What is needed — Each line from the opening of the listing below through the line that contains "position:absolute; left:598px; top:2493px;" is to be output exactly as written.

Data for the task —
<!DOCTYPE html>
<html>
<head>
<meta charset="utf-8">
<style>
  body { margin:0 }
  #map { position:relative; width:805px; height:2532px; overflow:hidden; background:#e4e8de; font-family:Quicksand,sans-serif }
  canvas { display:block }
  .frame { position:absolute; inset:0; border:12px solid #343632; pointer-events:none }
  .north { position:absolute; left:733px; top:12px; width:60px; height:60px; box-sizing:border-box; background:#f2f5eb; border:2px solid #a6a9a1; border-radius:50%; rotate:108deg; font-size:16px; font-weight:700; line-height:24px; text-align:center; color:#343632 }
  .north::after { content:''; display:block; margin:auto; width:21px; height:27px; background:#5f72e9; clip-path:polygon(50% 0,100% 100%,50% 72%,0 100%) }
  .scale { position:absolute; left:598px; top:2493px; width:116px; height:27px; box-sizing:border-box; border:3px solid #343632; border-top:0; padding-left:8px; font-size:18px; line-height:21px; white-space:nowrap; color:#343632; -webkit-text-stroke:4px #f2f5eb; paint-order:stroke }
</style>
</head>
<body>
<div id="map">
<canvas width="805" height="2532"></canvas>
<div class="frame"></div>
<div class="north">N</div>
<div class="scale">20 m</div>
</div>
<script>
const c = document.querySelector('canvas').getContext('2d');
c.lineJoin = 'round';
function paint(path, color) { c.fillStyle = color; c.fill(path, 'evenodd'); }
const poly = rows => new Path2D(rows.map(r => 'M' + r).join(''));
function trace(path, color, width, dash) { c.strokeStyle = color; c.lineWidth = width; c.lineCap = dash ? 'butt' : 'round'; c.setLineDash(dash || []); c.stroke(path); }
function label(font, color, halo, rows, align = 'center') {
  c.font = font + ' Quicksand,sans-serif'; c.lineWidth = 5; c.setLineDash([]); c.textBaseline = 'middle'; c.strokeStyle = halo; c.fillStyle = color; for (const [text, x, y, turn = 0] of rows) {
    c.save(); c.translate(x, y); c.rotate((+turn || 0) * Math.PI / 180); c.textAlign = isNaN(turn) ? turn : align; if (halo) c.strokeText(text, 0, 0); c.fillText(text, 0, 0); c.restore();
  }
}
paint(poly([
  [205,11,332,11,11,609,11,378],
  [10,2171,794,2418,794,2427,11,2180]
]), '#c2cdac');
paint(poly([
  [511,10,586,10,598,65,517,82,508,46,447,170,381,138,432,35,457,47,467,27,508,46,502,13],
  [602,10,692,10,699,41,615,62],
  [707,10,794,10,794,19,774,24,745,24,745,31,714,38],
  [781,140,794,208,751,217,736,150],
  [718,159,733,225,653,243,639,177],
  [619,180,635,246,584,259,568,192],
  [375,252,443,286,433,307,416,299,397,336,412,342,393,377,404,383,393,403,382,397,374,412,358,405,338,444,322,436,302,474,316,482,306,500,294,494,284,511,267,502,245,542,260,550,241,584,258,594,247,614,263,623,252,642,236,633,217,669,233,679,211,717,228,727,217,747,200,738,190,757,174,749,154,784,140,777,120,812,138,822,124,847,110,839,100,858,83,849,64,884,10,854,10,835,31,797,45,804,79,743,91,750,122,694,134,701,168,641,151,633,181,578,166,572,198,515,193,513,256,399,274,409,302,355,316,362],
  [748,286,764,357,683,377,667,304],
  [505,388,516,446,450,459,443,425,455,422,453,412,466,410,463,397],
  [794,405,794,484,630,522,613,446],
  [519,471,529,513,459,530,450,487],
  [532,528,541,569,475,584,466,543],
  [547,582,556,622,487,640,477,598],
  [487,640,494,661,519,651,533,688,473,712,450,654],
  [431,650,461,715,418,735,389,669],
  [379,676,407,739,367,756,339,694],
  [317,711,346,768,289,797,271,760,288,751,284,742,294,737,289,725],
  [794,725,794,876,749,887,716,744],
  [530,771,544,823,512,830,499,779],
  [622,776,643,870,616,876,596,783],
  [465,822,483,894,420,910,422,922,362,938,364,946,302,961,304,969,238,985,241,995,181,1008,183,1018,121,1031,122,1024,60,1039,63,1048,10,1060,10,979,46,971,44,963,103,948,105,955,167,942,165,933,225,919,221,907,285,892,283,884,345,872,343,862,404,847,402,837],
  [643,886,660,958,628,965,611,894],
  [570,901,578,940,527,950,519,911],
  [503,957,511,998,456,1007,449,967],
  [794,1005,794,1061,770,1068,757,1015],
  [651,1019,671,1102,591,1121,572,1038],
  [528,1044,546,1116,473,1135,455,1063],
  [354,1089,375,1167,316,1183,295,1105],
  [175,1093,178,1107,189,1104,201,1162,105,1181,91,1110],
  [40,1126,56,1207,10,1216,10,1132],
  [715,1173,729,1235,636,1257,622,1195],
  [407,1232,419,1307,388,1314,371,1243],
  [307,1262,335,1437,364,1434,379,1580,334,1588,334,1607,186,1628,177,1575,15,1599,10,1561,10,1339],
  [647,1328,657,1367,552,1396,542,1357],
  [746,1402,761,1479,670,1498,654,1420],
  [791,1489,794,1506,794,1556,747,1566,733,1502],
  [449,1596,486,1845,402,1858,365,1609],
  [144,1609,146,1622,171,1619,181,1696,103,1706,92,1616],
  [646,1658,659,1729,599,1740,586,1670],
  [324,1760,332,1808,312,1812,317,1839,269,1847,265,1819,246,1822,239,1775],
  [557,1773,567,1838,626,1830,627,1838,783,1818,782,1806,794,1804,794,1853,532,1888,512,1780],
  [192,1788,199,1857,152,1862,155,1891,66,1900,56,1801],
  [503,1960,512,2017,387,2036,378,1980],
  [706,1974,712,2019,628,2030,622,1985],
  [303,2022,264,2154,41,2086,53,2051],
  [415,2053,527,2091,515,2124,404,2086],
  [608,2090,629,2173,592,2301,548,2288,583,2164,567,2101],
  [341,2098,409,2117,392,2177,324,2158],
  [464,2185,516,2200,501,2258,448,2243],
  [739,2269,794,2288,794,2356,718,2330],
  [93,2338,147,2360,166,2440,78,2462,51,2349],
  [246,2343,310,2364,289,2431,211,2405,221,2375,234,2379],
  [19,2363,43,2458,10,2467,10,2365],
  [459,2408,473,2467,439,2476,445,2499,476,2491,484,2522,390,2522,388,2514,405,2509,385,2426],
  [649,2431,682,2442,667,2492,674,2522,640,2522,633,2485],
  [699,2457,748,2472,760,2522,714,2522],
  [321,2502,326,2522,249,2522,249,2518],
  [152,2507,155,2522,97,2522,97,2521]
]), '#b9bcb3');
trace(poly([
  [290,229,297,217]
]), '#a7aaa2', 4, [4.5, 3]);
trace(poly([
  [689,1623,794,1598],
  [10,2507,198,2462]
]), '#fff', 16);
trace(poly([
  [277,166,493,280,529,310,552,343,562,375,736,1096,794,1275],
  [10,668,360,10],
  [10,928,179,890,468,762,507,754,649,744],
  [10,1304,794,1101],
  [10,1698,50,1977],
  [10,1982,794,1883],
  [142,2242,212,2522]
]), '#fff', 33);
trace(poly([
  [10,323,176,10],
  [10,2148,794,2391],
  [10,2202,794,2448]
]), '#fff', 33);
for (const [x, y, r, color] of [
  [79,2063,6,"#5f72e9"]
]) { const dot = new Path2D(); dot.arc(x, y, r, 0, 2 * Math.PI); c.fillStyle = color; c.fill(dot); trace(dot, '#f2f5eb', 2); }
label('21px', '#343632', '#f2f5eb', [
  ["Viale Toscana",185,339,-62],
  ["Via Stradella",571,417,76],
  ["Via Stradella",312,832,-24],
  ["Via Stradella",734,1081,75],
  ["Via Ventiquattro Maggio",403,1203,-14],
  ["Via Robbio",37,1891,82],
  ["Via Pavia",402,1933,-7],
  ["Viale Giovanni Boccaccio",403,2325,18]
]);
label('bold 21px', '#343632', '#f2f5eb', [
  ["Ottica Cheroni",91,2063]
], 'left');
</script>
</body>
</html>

Output of the exercise —
<!DOCTYPE html>
<html>
<head>
<meta charset="utf-8">
<style>
  body { margin:0 }
  #map { position:relative; width:805px; height:2532px; overflow:hidden; background:#e4e8de; font-family:Quicksand,sans-serif }
  canvas { display:block }
  .frame { position:absolute; inset:0; border:12px solid #343632; pointer-events:none }
  .north { position:absolute; left:733px; top:12px; width:60px; height:60px; box-sizing:border-box; background:#f2f5eb; border:2px solid #a6a9a1; border-radius:50%; rotate:108deg; font-size:16px; font-weight:700; line-height:24px; text-align:center; color:#343632 }
  .north::after { content:''; display:block; margin:auto; width:21px; height:27px; background:#5f72e9; clip-path:polygon(50% 0,100% 100%,50% 72%,0 100%) }
  .scale { position:absolute; left:598px; top:2493px; width:116px; height:27px; box-sizing:border-box; border:3px solid #343632; border-top:0; padding-left:8px; font-size:18px; line-height:21px; white-space:nowrap; color:#343632; -webkit-text-stroke:4px #f2f5eb; paint-order:stroke }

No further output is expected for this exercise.